Records provided Start Marker
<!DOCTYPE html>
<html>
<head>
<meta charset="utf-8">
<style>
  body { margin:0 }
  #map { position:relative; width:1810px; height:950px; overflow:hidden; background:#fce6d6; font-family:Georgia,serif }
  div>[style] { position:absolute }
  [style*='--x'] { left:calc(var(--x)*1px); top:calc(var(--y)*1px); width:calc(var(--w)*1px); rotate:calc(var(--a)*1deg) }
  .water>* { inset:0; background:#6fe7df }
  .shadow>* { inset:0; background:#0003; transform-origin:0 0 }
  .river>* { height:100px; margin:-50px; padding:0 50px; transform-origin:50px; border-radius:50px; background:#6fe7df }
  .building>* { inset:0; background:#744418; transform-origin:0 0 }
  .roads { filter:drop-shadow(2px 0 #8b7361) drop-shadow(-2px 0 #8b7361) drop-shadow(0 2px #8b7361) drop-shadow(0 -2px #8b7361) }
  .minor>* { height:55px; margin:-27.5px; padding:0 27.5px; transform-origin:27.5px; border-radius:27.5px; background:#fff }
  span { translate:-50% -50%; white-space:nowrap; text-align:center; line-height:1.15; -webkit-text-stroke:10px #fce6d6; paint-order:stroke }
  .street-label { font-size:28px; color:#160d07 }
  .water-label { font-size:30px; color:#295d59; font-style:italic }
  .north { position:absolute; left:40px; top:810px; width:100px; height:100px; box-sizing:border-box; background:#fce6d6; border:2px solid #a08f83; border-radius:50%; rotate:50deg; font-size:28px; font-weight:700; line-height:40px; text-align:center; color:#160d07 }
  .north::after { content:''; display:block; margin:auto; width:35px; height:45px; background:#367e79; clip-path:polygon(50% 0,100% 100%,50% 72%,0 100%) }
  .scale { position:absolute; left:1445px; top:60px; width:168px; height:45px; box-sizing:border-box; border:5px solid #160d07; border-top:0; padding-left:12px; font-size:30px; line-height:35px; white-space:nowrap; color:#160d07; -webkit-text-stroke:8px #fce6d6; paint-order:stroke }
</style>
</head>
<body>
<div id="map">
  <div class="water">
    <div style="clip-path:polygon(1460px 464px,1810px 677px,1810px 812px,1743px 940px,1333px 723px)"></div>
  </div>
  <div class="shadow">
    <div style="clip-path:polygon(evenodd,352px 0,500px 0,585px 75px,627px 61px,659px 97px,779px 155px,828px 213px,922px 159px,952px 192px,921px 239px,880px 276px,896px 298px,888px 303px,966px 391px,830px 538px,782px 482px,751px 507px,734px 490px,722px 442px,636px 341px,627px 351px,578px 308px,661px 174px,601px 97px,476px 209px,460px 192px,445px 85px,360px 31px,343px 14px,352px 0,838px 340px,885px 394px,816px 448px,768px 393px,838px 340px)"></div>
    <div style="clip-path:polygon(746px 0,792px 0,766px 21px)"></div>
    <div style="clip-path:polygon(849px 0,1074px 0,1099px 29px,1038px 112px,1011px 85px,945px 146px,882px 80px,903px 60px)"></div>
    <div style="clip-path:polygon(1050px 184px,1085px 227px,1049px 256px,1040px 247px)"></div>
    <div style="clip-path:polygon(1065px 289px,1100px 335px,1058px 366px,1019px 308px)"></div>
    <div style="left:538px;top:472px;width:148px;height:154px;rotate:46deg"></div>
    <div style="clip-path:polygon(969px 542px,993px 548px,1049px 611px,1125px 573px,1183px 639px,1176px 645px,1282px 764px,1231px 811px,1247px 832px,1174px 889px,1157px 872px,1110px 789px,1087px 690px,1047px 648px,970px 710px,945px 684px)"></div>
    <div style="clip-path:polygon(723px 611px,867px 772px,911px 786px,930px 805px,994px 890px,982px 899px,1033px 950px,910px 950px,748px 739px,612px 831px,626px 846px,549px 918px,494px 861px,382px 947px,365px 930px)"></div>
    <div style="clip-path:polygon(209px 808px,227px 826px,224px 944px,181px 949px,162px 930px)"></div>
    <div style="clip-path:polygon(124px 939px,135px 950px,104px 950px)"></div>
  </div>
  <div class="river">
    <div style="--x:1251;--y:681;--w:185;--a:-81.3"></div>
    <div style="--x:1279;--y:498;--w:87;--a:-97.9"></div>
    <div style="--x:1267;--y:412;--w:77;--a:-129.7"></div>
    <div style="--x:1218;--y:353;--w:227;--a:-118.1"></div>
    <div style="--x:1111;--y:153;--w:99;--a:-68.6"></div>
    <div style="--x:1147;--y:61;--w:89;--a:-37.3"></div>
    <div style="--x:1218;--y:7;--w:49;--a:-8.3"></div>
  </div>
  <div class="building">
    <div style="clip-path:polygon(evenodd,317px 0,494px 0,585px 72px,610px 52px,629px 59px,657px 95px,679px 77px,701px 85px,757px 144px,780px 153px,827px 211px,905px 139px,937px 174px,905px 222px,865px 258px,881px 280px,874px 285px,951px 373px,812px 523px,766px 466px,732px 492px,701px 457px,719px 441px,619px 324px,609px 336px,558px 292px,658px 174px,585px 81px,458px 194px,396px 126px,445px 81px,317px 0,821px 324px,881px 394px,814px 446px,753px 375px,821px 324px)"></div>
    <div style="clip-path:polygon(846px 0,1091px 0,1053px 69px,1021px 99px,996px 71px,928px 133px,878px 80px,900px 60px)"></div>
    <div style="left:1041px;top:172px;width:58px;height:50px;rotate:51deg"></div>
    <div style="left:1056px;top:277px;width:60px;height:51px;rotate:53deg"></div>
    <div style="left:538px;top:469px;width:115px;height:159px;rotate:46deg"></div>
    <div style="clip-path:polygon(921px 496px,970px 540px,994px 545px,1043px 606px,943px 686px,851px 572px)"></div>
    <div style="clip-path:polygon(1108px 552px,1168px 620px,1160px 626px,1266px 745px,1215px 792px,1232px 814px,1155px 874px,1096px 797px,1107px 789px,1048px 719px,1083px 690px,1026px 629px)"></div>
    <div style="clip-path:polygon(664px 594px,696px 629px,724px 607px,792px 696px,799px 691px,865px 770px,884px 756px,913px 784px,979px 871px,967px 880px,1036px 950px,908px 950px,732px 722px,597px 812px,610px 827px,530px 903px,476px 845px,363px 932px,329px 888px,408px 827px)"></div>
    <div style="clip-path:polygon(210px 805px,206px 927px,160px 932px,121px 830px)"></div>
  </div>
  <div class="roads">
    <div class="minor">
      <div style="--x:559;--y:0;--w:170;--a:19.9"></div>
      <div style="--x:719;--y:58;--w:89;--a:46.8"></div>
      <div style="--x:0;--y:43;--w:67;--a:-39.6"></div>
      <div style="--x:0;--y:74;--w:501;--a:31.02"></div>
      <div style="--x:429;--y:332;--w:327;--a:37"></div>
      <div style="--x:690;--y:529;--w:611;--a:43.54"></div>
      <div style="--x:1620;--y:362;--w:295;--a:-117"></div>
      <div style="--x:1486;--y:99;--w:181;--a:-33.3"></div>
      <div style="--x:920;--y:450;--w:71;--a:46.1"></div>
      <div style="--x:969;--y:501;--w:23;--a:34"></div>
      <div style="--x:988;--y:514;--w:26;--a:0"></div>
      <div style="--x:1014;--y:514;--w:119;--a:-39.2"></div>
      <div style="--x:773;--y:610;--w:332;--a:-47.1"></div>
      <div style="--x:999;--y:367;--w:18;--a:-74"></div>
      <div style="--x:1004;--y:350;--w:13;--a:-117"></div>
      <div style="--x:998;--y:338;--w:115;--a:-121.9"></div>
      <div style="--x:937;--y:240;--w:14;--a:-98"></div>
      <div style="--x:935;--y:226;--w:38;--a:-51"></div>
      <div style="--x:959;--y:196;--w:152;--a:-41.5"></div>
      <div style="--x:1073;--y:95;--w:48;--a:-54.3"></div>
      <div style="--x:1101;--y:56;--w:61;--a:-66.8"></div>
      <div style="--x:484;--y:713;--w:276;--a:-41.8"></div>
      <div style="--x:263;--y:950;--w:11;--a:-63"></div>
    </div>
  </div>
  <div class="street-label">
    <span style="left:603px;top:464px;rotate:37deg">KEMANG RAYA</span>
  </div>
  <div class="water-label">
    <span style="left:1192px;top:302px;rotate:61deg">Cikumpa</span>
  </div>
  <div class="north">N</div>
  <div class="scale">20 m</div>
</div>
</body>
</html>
Records provided End Marker
*Your task*
Take the entries above and copy them exactly from the first line through the line with "position:absolute; left:40px; top:810px;"; leave out every line after it.

*Written reply*
<!DOCTYPE html>
<html>
<head>
<meta charset="utf-8">
<style>
  body { margin:0 }
  #map { position:relative; width:1810px; height:950px; overflow:hidden; background:#fce6d6; font-family:Georgia,serif }
  div>[style] { position:absolute }
  [style*='--x'] { left:calc(var(--x)*1px); top:calc(var(--y)*1px); width:calc(var(--w)*1px); rotate:calc(var(--a)*1deg) }
  .water>* { inset:0; background:#6fe7df }
  .shadow>* { inset:0; background:#0003; transform-origin:0 0 }
  .river>* { height:100px; margin:-50px; padding:0 50px; transform-origin:50px; border-radius:50px; background:#6fe7df }
  .building>* { inset:0; background:#744418; transform-origin:0 0 }
  .roads { filter:drop-shadow(2px 0 #8b7361) drop-shadow(-2px 0 #8b7361) drop-shadow(0 2px #8b7361) drop-shadow(0 -2px #8b7361) }
  .minor>* { height:55px; margin:-27.5px; padding:0 27.5px; transform-origin:27.5px; border-radius:27.5px; background:#fff }
  span { translate:-50% -50%; white-space:nowrap; text-align:center; line-height:1.15; -webkit-text-stroke:10px #fce6d6; paint-order:stroke }
  .street-label { font-size:28px; color:#160d07 }
  .water-label { font-size:30px; color:#295d59; font-style:italic }
  .north { position:absolute; left:40px; top:810px; width:100px; height:100px; box-sizing:border-box; background:#fce6d6; border:2px solid #a08f83; border-radius:50%; rotate:50deg; font-size:28px; font-weight:700; line-height:40px; text-align:center; color:#160d07 }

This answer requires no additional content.